Alan Jacobs in "once more on generational thinking" concludes the post with:
I’ve been told that I think the way I do because I’m white, because I’m straight, because I’m a Christian, because I’m Southern — but rarely, to my recollection, because of my age. I’m pretty sure that’s about to change. In a few weeks I’ll turn sixty, and then I will have the rest of my life in which to enjoy having my ideas waved away because of the year in which I was born. Which ought to be fun.
He is writing about the logical fallacy sometimes called Bulverism, a term coined by C.S. Lewis in an essay that can be found in God in the Dock, Part III, Chapter 1. From Lewis:
You must show that a man is wrong before you start explaining why he is wrong. The modern method is to assume without discussion that he is wrong and then distract his attention from this (the only real issue) by busily explaining how he became so silly.

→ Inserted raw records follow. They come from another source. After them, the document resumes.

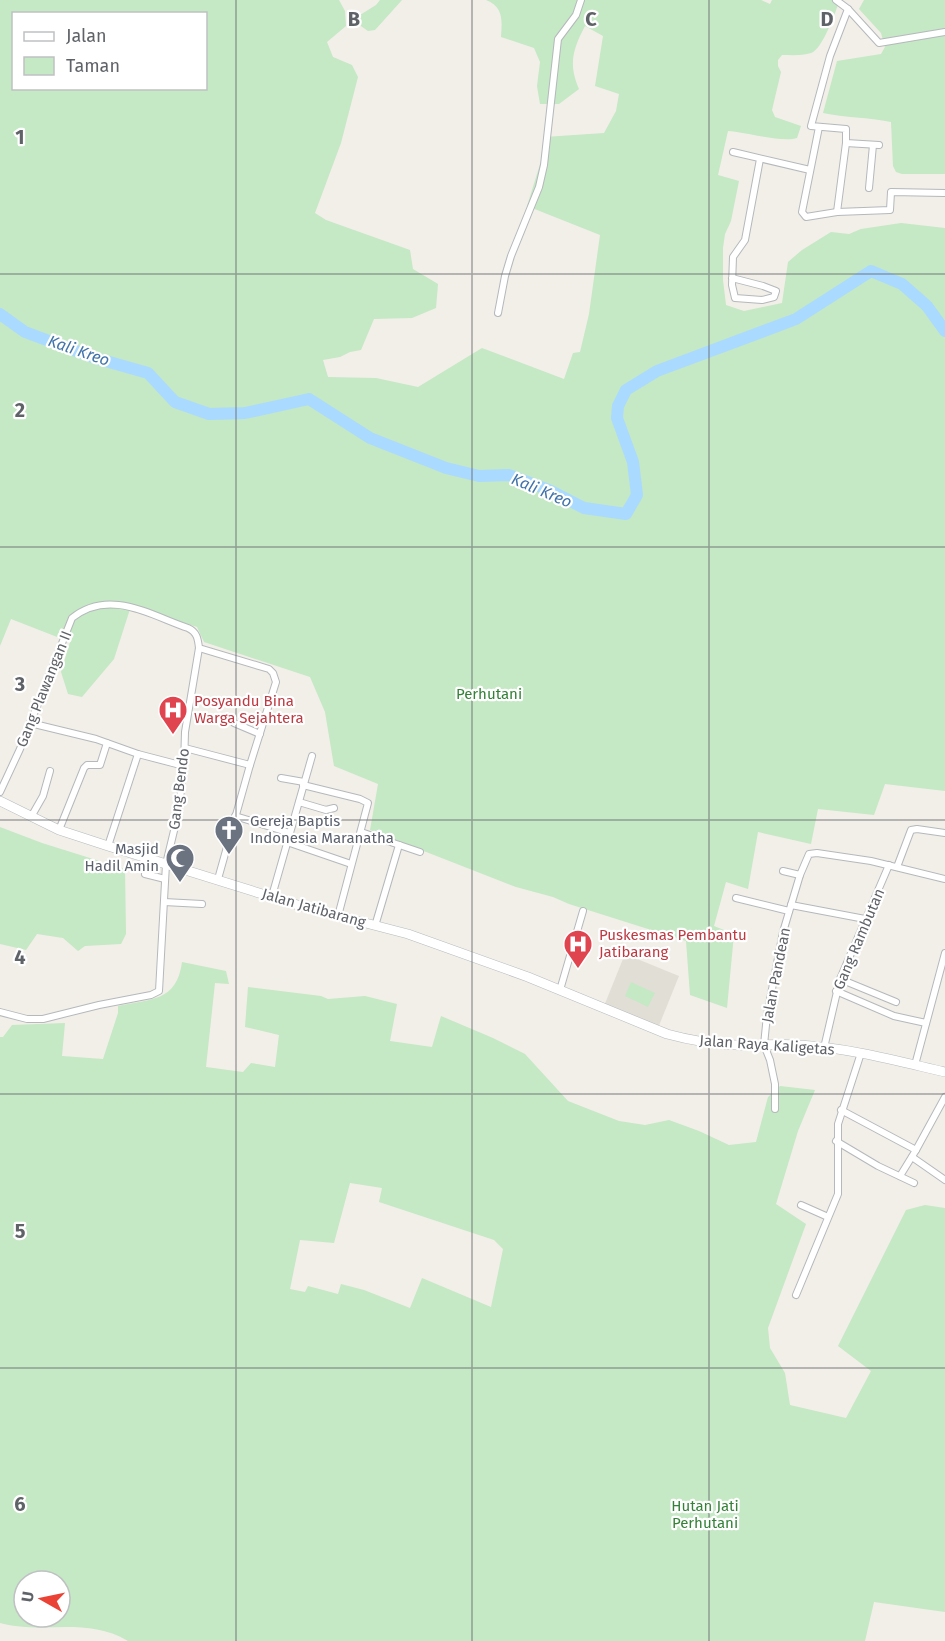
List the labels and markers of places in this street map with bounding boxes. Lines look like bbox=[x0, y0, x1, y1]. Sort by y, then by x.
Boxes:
place label: Posyandu Bina Warga Sejahtera bbox=[194, 692, 304, 727]
hospital icon: Posyandu Bina Warga Sejahtera bbox=[157, 694, 189, 736]
place label: Gereja Baptis Indonesia Maranatha bbox=[250, 812, 394, 847]
church icon: Gereja Baptis Indonesia Maranatha bbox=[213, 814, 245, 856]
place label: Masjid Hadil Amin bbox=[85, 840, 159, 875]
mosque icon: Masjid Hadil Amin bbox=[164, 842, 196, 884]
place label: Puskesmas Pembantu Jatibarang bbox=[599, 926, 747, 961]
hospital icon: Puskesmas Pembantu Jatibarang bbox=[562, 928, 594, 970]

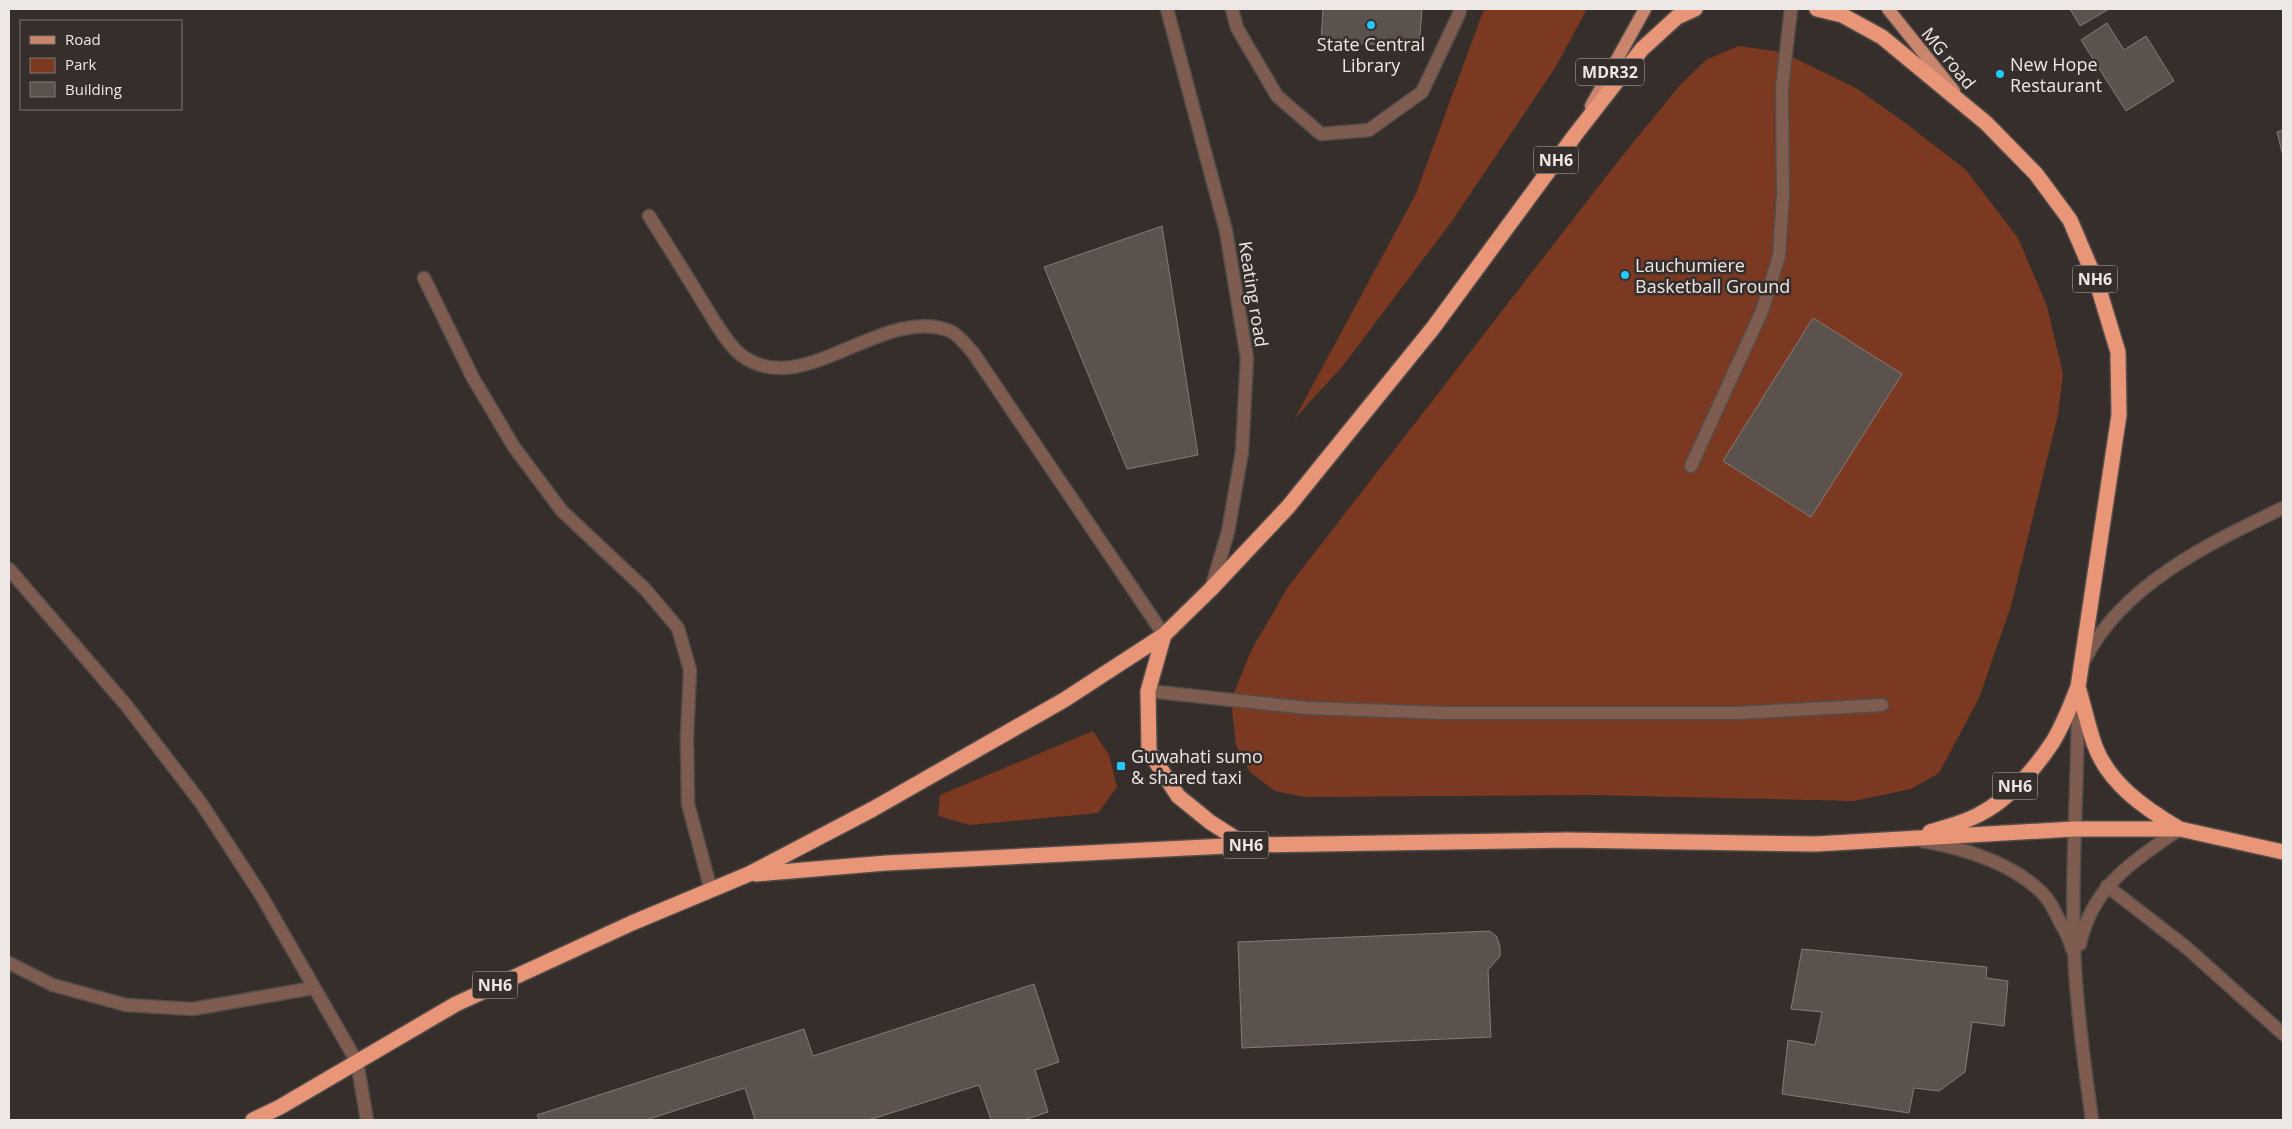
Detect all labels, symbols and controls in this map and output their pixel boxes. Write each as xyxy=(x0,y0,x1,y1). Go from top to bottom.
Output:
marker: State Central Library xyxy=(1365,19,1377,31)
legend xyxy=(20,20,182,110)
street label: MG road xyxy=(1917,22,1981,94)
text: Road xyxy=(65,29,101,49)
place label: State Central Library xyxy=(1317,32,1425,77)
place label: New Hope Restaurant xyxy=(2010,52,2102,97)
text: Park xyxy=(65,54,96,74)
road number: MDR32 xyxy=(1576,58,1644,86)
marker: New Hope Restaurant xyxy=(1994,68,2006,80)
text: Building xyxy=(65,79,122,99)
road number: NH6 xyxy=(1534,146,1578,174)
street label: Keating road xyxy=(1234,239,1274,349)
place label: Lauchumiere Basketball Ground xyxy=(1635,253,1790,298)
road number: NH6 xyxy=(2072,266,2118,292)
marker: Lauchumiere Basketball Ground xyxy=(1619,269,1631,281)
place label: Guwahati sumo & shared taxi xyxy=(1131,744,1263,789)
marker: Guwahati sumo & shared taxi xyxy=(1115,760,1127,772)
road number: NH6 xyxy=(1992,772,2038,799)
road number: NH6 xyxy=(1224,832,1268,858)
road number: NH6 xyxy=(472,972,518,998)

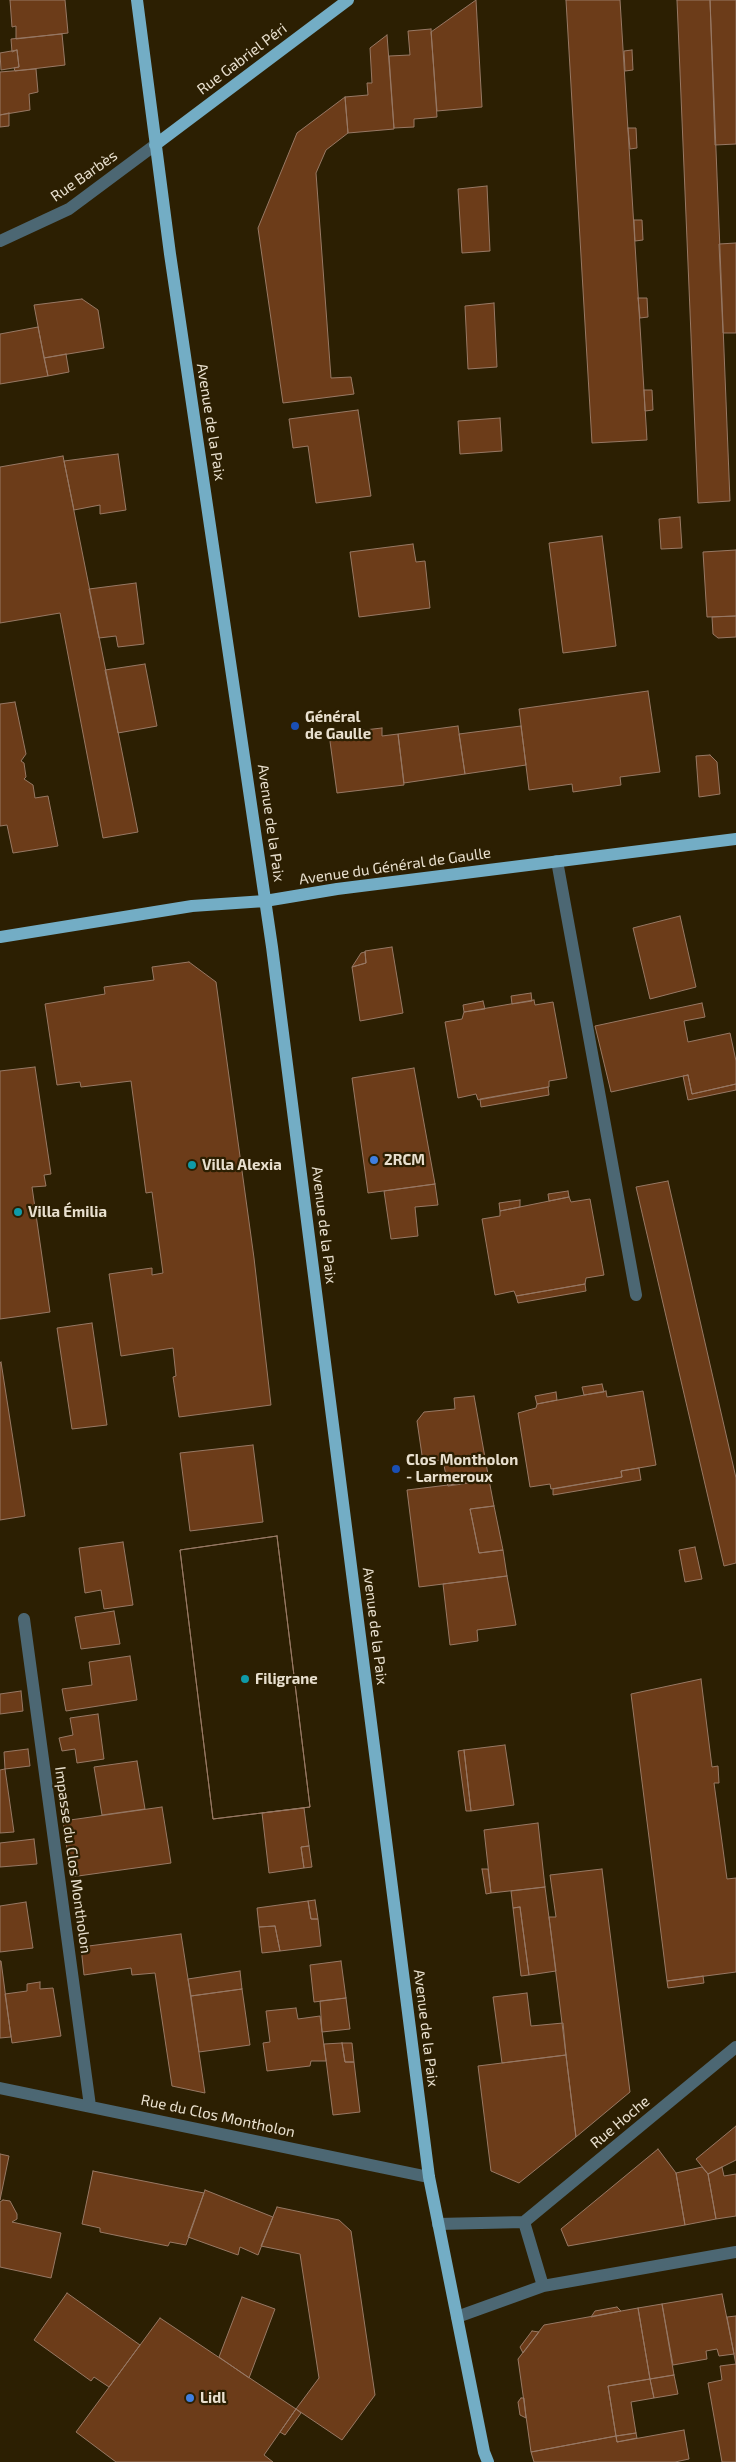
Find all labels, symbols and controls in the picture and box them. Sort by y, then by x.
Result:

In the course of the last fifteen years I have found this vice so common that I have had to invent a name for it. I call it "Bulverism". Some day I am going to write the biography of its imaginary inventor, Ezekiel Bulver, whose destiny was determined at the age of five when he heard his mother say to his father — who had been maintaining that two sides of a triangle were together greater than a third — "Oh you say that because you are a man." "At that moment", E. Bulver assures us, "there flashed across my opening mind the great truth that refutation is no necessary part of argument. Assume that your opponent is wrong, and explain his error, and the world will be at your feet. Attempt to prove that he is wrong or (worse still) try to find out whether he is wrong or right, and the national dynamism of our age will thrust you to the wall." That is how Bulver became one of the makers of the Twentieth Century.